Judge Sherry Stephens declared a mistrial in the penalty phase of the Jodi Arias trial last month because the jury could not reach a unanimous decision about whether Arias should live or die.
But during a hearing Thursday, the judge scheduled a new hearing for July 18 for arguments over whether the 32-year-old convicted murderer should face a new jury to decide her fate.
Arias was present in the courtroom shackled at her hands and feet, dressed in black and white prison garb, surrounded by several heavily armed guards.
Also present were three familiar faces to Arias: Juror No. 6 Diane Schwartz, Juror No. 16 Marilou Allen-Coogan and alternate Juror No. 17 Tara Kelley.
“We are invested … We want to continue to see it through to the end.” Kelley told Dr. Drew earlier this week when asked why they wanted to appear back in court.
KPHO's Jose Miguel told HLN, “They felt that when she walked in those shackles and chains that their job was complete -- that they had actually done their jobs as jurors,” as he spoke with them after the proceeding. He also noted that they still felt very good about their decision to convict Arias of first-degree murder. All three women said they would have given her death.

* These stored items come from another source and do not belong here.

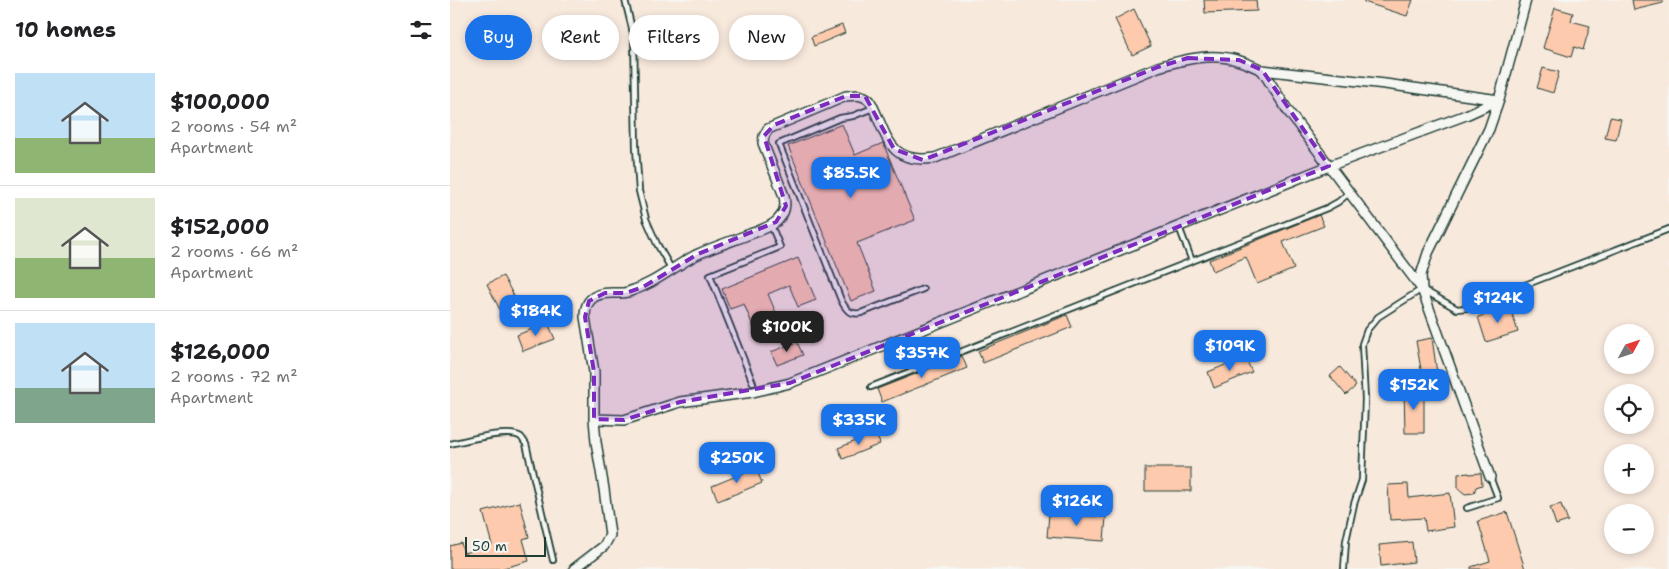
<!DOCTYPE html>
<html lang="en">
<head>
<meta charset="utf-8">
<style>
  :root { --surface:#fff; --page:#f6f6f6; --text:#202124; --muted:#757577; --line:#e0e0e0; --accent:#1a73e8 }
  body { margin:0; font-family:"Shantell Sans",sans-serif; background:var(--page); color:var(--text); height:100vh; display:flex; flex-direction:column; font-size:19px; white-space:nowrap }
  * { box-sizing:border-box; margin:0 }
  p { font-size:16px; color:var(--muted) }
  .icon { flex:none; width:28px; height:28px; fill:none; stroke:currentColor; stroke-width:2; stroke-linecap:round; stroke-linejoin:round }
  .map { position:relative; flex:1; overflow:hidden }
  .drawer { display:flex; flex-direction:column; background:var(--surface); width:450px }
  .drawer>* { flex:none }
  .banner { position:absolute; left:15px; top:15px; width:475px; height:45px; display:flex; gap:10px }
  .needle { width:32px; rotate:50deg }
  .fabs { position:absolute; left:1154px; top:324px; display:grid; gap:10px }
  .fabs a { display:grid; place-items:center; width:50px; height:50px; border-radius:50%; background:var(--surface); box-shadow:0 2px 8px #0003; font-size:25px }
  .scale { position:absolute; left:15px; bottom:12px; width:81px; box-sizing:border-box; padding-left:5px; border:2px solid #1f3d34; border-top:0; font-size:14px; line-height:18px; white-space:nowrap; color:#1f3d34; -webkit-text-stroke:4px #f6f6f2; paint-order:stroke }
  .price { position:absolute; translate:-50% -42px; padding:0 11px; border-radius:10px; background:var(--accent); color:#fff; font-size:16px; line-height:32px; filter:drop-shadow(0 1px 2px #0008) }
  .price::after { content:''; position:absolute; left:50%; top:30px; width:15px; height:11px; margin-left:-8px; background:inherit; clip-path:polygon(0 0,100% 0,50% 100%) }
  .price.current { background:#222; color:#fff }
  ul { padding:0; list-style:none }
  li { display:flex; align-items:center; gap:15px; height:125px; padding:0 15px }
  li+li { border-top:1px solid var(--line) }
  li span { display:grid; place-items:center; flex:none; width:140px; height:100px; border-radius:0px; color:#555 }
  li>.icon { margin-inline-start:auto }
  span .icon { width:60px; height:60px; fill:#fffc; stroke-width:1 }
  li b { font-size:21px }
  h2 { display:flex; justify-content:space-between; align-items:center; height:60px; padding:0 15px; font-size:21px }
  .chip { padding:0 18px; border-radius:22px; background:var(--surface); box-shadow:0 2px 8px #0003; font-size:18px; line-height:45px }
  .chip.current { background:var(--accent); color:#fff }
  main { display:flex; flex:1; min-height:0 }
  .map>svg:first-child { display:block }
  .built { fill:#f8e9dd; fill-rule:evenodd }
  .building { fill:#fdcaad; stroke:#1f3d34 }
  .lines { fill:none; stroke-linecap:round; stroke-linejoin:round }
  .lane-casing { stroke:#1f3d34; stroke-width:8 }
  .street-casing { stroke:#1f3d34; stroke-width:12 }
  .lane { stroke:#f6f6f2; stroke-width:4.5 }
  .street { stroke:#f6f6f2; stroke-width:9 }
  .marked { fill:#7b2cbf; fill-opacity:0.2; stroke:#7b2cbf; stroke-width:4; stroke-dasharray:10 6; stroke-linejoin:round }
</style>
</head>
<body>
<main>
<section class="drawer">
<h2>10 homes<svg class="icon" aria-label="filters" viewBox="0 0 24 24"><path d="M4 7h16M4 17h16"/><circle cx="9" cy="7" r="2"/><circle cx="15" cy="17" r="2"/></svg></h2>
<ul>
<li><span style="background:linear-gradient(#bfe0f5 65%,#8fb573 0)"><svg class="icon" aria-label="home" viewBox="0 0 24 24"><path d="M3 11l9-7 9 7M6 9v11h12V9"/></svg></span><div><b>$100,000</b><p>2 rooms · 54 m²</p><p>Apartment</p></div></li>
<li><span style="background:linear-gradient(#dfe7d0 60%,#8fb573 0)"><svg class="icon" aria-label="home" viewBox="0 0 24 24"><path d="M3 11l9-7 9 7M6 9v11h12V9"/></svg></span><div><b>$152,000</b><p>2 rooms · 66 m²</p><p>Apartment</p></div></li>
<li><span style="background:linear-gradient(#bfe0f5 65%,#7fa58c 0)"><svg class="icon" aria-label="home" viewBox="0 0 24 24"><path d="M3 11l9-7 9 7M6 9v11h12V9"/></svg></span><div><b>$126,000</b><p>2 rooms · 72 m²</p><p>Apartment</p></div></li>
</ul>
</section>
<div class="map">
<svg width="1219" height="569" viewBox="0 0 1219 569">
  <rect width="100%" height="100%" fill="#f6f6f2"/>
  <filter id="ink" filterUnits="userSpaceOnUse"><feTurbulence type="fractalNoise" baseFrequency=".02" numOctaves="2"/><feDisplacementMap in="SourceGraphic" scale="10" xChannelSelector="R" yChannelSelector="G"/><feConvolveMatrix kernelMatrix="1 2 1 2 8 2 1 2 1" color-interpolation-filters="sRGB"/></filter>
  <g filter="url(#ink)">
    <!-- built -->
    <path class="built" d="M0,0H1219V569H0ZM1162,332H1195V365H1162ZM1162,392H1195V425H1162ZM1162,452H1195V485H1162ZM1162,512H1195V545H1162Z"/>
    <!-- building -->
    <path class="building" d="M754,0H806L807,11L755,13Z
      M914,0H963L957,16L914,2Z
      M1182,0H1213V3L1184,10Z
      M1105,8L1123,13L1121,21L1140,26L1133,50L1124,47L1121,57L1093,48Z
      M684,9L701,46L682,55L665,19Z
      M392,25L395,33L364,46L361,37Z
      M1093,68L1109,72L1103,93L1087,88Z
      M1160,117L1171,119L1166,140L1155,138Z
      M392,124L405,155L433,143L465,220L407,243L426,291L401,301L338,146Z
      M869,215L874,226L833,242L844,269L807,284L796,257L763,271L759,260Z
      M348,258L366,300L348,307L339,285L318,294L330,322L305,331L294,304L280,309L272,289Z
      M53,276L70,307L53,316L37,284Z
      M1060,307L1068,332L1036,342L1028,317Z
      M617,315L622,327L533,363L528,351Z
      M98,323L105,339L73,351L67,335Z
      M982,338L987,373L972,375L966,341Z
      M347,342L353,355L327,365L321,352Z
      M512,356L517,368L432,402L427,389Z
      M795,357L802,372L764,388L758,372Z
      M890,367L906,386L896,395L880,376Z
      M954,389H974V433H955Z
      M426,433L430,444L393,459L388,448Z
      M306,468L312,483L268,501L262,486Z
      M695,468H741V491H695Z
      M1019,473V474L1031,473L1032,485L1026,487L1024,493L1015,494L1008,488V474Z
      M958,484L959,498L1000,493L1004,527L976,531L974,518L940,520L938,485Z
      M70,502L79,537L73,539L79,561L50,569H0V546L11,543L14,553L42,545L33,512Z
      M1111,504L1113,510H1114L1118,521L1106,525L1100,507Z
      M1057,512L1075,569H1021V567L1040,561L1028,521Z
      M599,514L656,517L654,541L597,537Z
      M962,542L964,562L931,566L929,545Z"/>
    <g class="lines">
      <!-- lane casing -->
      <g class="lane-casing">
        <path id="lane" d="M175,0L184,37L186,148L189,191L196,219L207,244L222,270
          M423,108L403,116L390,118L329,144L391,300C396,310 400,315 411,313L473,289
          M729,227L742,261
          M303,383L260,275L330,247L321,225
          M421,387L877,208L888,202L899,193
          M0,444C15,441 59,428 71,437C72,438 75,443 76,444L103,560
          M1017,508L1048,498L1040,477
          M894,569L896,541L904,504L912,480L915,399L912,344L917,330L928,317L972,289L1007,309L1016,308L1219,229"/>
      </g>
      <!-- street casing -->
      <g class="street-casing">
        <path id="street" d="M972,289L971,275L978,253L1039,129L1049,100L1076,0
          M144,419L174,420L230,402L303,392L340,383L879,166L1016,115L1049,100
          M1040,477L972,289L838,111L812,70L935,84L1049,100
          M124,569L154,546L160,535L154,489L146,442L144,419V372L135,317C135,309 137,301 144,297C155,290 167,295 178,292C204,284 223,267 246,255C263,247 282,241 300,234C309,231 320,227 327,221C335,213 336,206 334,196L313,143L314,136L318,129L396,96C406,95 413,94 420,101C438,135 437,165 485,158L708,67C735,59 763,52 790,61C797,63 805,67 812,70"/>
      </g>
      <!-- lane -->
      <use href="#lane" class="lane"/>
      <!-- street -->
      <use href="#street" class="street"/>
    </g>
  </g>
  <!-- marked area -->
  <path class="marked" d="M738,58L789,60L812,70L879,166L340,383L230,402L174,420L144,419V372L135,317L139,301L155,293H176L193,287L248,254L326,222L336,206L314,136L324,125L396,96H415L444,149L473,160L708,67Z"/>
</svg>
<div class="fabs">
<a><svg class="needle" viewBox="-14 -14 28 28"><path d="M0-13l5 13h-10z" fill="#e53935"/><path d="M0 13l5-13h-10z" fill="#757577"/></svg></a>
<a><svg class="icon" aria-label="locate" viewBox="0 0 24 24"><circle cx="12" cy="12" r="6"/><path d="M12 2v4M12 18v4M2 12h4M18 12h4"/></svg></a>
<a>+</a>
<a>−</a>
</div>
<div class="scale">50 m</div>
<b class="price" style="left:401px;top:199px">$85.5K</b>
<b class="price" style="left:1048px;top:324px">$124K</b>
<b class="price" style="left:86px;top:337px">$184K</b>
<b class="price current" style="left:337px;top:353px">$100K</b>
<b class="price" style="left:780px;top:372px">$109K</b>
<b class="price" style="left:472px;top:379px">$357K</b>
<b class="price" style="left:964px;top:411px">$152K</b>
<b class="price" style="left:409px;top:446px">$335K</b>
<b class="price" style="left:287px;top:484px">$250K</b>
<b class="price" style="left:627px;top:527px">$126K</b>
<div class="banner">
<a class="chip current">Buy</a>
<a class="chip">Rent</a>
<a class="chip">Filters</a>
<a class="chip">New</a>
</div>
</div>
</main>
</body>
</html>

Later that night, the jurors told HLN's Dr. Drew that Arias was well aware that they were present in the courtroom for the day's hearing.
“When [Arias] was walking [into the courtroom], she realized I was there and we locked eyes and she continued to stare at me until I was able to go sit down and join the other two jurors ... she looked at them as well,” Kelley said.
Schwartz continued, “I felt a little bit more hostility. There was a real emptiness … but she definitely looked at all three jurors. It was very apparent."
The retrial was set to begin July 18, but the defense attorneys have asked the judge to push it back so they could have more time to prepare. The judge will now rule on their request next month.
The public only heard 43 seconds of Thursday's hearing because most of the issues were discussed in the judge’s chambers.
Arias' first-degree murder conviction still stands, as does the jurors decision that Travis Alexander’s murder was “especially cruel,” which was an aggravating factor that made Arias eligible for the death penalty.